(December 1, 2016 at 3:52 pm)abaris Wrote: Elected exclusively by American standards. I would be hard pressed to name another country where the losing candidate actually leads by 2.5 million votes according to latest counts.
I think that the founding fathers of the US understood that the electoral college could lead to that result. While they would not have wanted it to happen, they felt it important enough to give low-population states a say to take the risk. There are at least a few things about our government that are based on how things were done more than 100 or 200 years ago, but changing them can be difficult. Getting rid of the electoral college will be near impossible because it would require the ratification of a new amendment by 3/4 of the states, and I think that there are too many states who would fear being disenfranchised under a popular vote system.

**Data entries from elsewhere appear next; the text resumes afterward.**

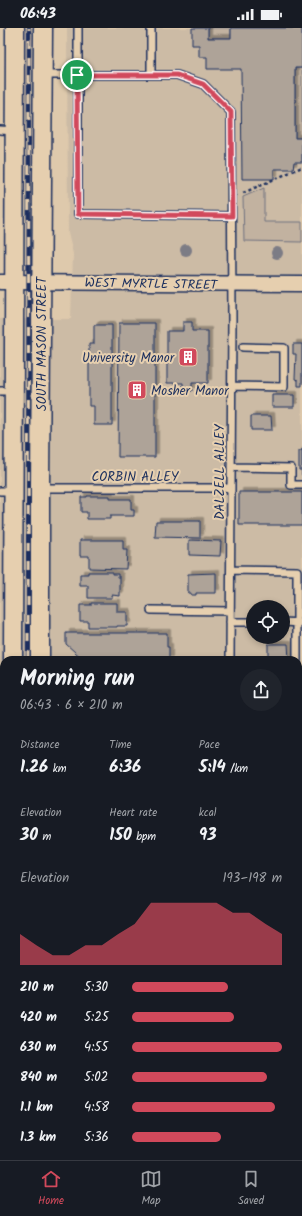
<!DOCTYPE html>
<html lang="en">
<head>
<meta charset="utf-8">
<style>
  body { margin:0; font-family:Kalam,sans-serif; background:#20242c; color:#f1f3f6; height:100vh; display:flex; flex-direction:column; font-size:15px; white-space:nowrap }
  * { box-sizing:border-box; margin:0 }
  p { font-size:13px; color:#9ea1a6 }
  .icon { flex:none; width:22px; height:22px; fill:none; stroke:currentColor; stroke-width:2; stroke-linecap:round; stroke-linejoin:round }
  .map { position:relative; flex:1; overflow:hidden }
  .sheet { position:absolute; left:0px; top:628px; width:302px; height:504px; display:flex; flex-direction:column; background:#171b24; border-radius:12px 12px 0 0; box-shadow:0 2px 6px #0003 }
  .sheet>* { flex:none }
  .fabs { position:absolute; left:246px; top:572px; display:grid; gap:8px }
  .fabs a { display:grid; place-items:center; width:44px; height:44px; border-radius:50%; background:#171b24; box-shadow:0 2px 6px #0003; font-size:20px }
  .pin { position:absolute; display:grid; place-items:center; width:34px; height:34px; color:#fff; margin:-17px; border:2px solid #fff; border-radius:50%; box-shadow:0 1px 4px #0007 }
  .round { display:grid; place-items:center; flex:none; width:42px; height:42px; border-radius:21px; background:#20242c }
  .overview { display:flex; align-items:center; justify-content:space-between; height:68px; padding:0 20px }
  h1 { font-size:22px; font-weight:800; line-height:30px }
  .figures { display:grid; grid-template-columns:repeat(3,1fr); gap:6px; height:68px; padding:4px 20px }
  .figures div { display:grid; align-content:center }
  .figures b { font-size:17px; font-weight:800 }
  .figures small { font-size:11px; font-weight:400 }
  .figures p { font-size:11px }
  .chart { height:112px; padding:8px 20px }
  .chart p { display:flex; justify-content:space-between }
  .chart svg { width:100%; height:72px; margin-top:4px; fill:#d1495b; opacity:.7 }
  ul { padding:0 20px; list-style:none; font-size:13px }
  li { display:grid; grid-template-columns:64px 48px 1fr; align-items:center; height:30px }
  li i { height:10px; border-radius:5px; background:#d1495b }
  .status { display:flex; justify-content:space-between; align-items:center; height:28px; padding:0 20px; background:#171b24; direction:ltr }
  .status svg { height:11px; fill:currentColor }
  .dock { display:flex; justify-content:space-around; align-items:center; height:56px; border-top:1px solid #363941; background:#171b24; font-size:11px; color:#9ea1a6 }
  .dock a { display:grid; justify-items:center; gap:2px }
  .dock .current { color:#d1495b }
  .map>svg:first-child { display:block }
  .built { fill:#ccbba5; fill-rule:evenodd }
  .green { fill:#c2b2a0; stroke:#6e707f }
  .building { fill:#aea398; stroke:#1b2f5e; filter:url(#shadow) }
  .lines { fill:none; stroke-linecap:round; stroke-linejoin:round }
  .service-casing { stroke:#1b2f5e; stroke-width:10 }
  .minor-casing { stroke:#1b2f5e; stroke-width:17 }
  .tertiary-casing { stroke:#1b2f5e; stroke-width:21 }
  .secondary-casing { stroke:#1b2f5e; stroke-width:23 }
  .path { stroke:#1b2f5e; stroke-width:2.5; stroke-dasharray:3 3; stroke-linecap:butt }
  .service { stroke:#e6cfaf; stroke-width:7 }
  .minor { stroke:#e6cfaf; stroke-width:14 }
  .tertiary { stroke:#e6cfaf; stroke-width:18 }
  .secondary { stroke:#e6cfaf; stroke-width:20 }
  .rail-casing { stroke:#1b2f5e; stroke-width:4.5 }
  .rail { stroke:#e6cfaf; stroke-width:3; stroke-dasharray:9; stroke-linecap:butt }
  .tree { fill:#7c7b85 }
  .route-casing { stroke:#fff; stroke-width:8 }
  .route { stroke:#d1495b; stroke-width:5 }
  .labels { text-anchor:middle; stroke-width:4; stroke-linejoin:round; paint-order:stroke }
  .street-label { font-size:13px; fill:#1b2f5e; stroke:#e6cfaf }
  .poi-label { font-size:13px; fill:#1b2f5e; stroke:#e6cfaf; text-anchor:end }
</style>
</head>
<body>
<div class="status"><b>06:43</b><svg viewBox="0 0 49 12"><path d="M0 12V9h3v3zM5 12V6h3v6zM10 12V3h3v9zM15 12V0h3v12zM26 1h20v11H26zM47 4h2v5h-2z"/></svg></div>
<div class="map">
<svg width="302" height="1132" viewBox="0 0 302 1132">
  <defs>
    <filter id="shadow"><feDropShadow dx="3.5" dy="-3.5" stdDeviation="0" flood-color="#0004"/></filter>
  </defs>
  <rect width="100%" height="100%" fill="#dec9ac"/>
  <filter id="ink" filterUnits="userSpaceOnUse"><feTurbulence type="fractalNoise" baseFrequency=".025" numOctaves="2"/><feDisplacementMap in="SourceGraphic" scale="8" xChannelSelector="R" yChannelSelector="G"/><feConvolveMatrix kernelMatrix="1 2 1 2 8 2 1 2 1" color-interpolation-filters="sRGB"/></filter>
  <g filter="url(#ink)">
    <path class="built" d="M67,0H302V828H298V632H4V827H0V291H71L73,226L68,205ZM253,579H283V609H253Z
      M0,905H4V1128H298V906H302V1132H0Z"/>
    <path class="green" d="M208,0H231V10H208Z
      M295,40H302V110H295Z
      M264,160V194H302V214L244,213L243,169Z
      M298,907H302V1098L298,1105Z
      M0,928L4,935V975H0Z
      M302,1110V1132H289L292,1128H298V1117Z
      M67,1128H182V1132H67Z"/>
    <path class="building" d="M192,0H208V10H231V0H302V40H295V110H302V134H294L293,141H274V151H242L241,41H207V29H199V17H192Z
      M183,294H192V303H208V355H192V363H183V355H167V303H183Z
      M119,295H155V429H118Z
      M94,297H112V397H94V378H89V316H94Z
      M293,316H302V358H298V352L295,351L296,326H293Z
      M272,367H294V379H272Z
      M251,388H271L272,402H251Z
      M302,421V447V442H299V423H302Z
      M239,464H302V497H239Z
      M87,468H110V471H131V482H134V488H110V491H87V484H81V469H87Z
      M156,493H200V510L155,509Z
      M80,512H123V522H127L126,541L89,540V528H80Z
      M189,512L221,513L220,528L189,527Z
      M88,544H112V546H118V549H120V568L112,567V570H88V558H80V546H88Z
      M216,545V565H196V567H191V565H188V546Z
      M91,575H117V584H127V598H117V599H88V593H80V577H91Z
      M66,605H167V619H169V632H84L66,616Z
      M268,616H288L289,632H268Z
      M218,1128H257H250V1132H218Z"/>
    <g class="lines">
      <defs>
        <path id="service" d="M78,0V186L231,188
          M151,0V47
          M42,47H177L203,56L231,84L232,291L230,632
          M0,102L15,103
          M231,358L284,359V320L243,319
          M0,363H14
          M231,439L291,440V457H302
          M40,460H231
          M0,463H13
          M231,542L297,543V632
          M151,582L230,583
          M230,594H253
          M283,594L302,595
          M4,660L3,664L2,726L4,739
          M298,737H302
          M207,1132V1128"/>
        <path id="minor" d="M0,254L302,256
          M45,1132V1128"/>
        <path id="tertiary" d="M13,632L15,0
          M40,632V460L43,0"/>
        <path id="secondary" d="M0,866H4
          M298,867H302"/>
      </defs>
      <use href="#service" class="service-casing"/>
      <use href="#minor" class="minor-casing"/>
      <use href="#tertiary" class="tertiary-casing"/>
      <use href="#secondary" class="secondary-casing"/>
      <path class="path" d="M243,165L302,139
        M0,914L3,909L4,903
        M0,922L4,929
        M0,980H4
        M0,1013H4
        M298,1112L302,1105
        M280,1128V1132
        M13,1132V1128
        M286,1132L289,1128"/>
      <use href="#service" class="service"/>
      <use href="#minor" class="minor"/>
      <use href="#tertiary" class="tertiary"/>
      <use href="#secondary" class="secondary"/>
      <defs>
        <path id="rail" d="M28,632L29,0
          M27,1132V1128"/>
      </defs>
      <use href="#rail" class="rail-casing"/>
      <use href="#rail" class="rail"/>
    </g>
    <g class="tree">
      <circle cx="186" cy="222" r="6"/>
      <circle cx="277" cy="225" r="6"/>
    </g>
  </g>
  <g class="lines" filter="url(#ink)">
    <defs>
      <path id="route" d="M77,47H177L203,56L231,84L232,188L78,186Z"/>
    </defs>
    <use href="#route" class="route-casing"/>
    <use href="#route" class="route"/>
  </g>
  <defs>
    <symbol id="building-square" viewBox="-11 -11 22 22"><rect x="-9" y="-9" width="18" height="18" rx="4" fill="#d1495b" stroke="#e6cfaf"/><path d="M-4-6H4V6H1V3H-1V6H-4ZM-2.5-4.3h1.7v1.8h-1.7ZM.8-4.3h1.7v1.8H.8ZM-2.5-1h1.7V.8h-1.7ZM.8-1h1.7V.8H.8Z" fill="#fff"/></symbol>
  </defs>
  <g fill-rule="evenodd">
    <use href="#building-square" x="177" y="318" width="22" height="22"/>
    <use href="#building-square" x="126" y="351" width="22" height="22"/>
  </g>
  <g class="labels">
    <g class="street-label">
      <text transform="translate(151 255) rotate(1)" y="5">WEST MYRTLE STREET</text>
      <text transform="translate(41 316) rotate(-90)" y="5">SOUTH MASON STREET</text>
      <text transform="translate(219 444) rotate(-90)" y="5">DALZELL ALLEY</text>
      <text x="135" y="453">CORBIN ALLEY</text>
    </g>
    <g class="poi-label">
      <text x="174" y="334">University Manor</text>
      <text x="151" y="367" text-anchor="start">Mosher Manor</text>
    </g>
  </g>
</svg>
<div class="fabs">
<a><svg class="icon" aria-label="locate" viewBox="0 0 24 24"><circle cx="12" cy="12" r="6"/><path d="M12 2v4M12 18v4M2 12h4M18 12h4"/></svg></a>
</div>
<div class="pin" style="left:77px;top:47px;background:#1e9e55"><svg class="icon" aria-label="arrive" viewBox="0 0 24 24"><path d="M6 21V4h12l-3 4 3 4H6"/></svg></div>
<section class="sheet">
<div class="overview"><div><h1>Morning run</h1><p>06:43 · 6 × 210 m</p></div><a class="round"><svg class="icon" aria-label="share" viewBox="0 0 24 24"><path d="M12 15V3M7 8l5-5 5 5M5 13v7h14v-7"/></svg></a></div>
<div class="figures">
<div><p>Distance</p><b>1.26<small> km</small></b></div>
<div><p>Time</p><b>6:36</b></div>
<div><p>Pace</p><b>5:14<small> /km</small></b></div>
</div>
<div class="figures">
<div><p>Elevation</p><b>30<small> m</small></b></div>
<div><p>Heart rate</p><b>150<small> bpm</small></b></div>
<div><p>kcal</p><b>93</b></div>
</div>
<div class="chart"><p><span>Elevation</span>193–198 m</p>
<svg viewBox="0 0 160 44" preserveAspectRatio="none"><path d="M0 44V25L10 32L20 38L30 38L40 32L50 32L60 25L70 19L80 6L90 6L100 6L110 6L120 6L130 12L140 12L150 19L160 25V44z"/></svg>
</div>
<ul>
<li><b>210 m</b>5:30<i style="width:64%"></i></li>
<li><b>420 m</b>5:25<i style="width:68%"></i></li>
<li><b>630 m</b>4:55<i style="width:100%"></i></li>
<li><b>840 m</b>5:02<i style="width:90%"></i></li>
<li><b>1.1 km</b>4:58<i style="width:95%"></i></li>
<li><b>1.3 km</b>5:36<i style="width:59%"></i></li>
</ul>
</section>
</div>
<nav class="dock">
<a class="current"><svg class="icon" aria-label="home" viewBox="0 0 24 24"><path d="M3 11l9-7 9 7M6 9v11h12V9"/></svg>Home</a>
<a><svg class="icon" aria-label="map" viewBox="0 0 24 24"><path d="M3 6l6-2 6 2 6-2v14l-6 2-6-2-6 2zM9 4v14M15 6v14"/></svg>Map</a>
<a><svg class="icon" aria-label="saved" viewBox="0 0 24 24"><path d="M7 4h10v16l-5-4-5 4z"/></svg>Saved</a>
</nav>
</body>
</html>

As someone who didn't vote for most of his life because of his stupid religion, I am keenly aware of how valuable that opportunity is. But fewer than half of eligible Americans do so in presidential years, and far fewer still in between. Those percentages are much worse as the demographics get younger. And those younger voters skew liberal. If we were somehow able to ditch the electoral college for a popular vote, those non-voters might be even less incentivized to get to the polls. Republicans didn't just take the White House, they still have majorities in congress and have solid footholds in many local government positions throughout the country. Instead of focusing on the electoral college, Democrats must figure out how to get more people to the polls.
As for the question in the OP: My thoughts on Trump are that he was more interested in running for President than in being President, and if the next four years turn out to be forgettable we'll have dodged a bullet. But he already stumbled by publicizing a phone call with the President of Taiwan which could have long-lasting repercussions on our relations with China. It's a bad way to start a presidency that hasn't even started yet.
"Well, evolution is a theory. It is also a fact. And facts and theories are different things, not rungs in a hierarchy of increasing certainty. Facts are the world's data. Theories are structures of ideas that explain and interpret facts. Facts don't go away when scientists debate rival theories to explain them. Einstein's theory of gravitation replaced Newton's in this century, but apples didn't suspend themselves in midair, pending the outcome. And humans evolved from ape- like ancestors whether they did so by Darwin's proposed mechanism or by some other yet to be discovered."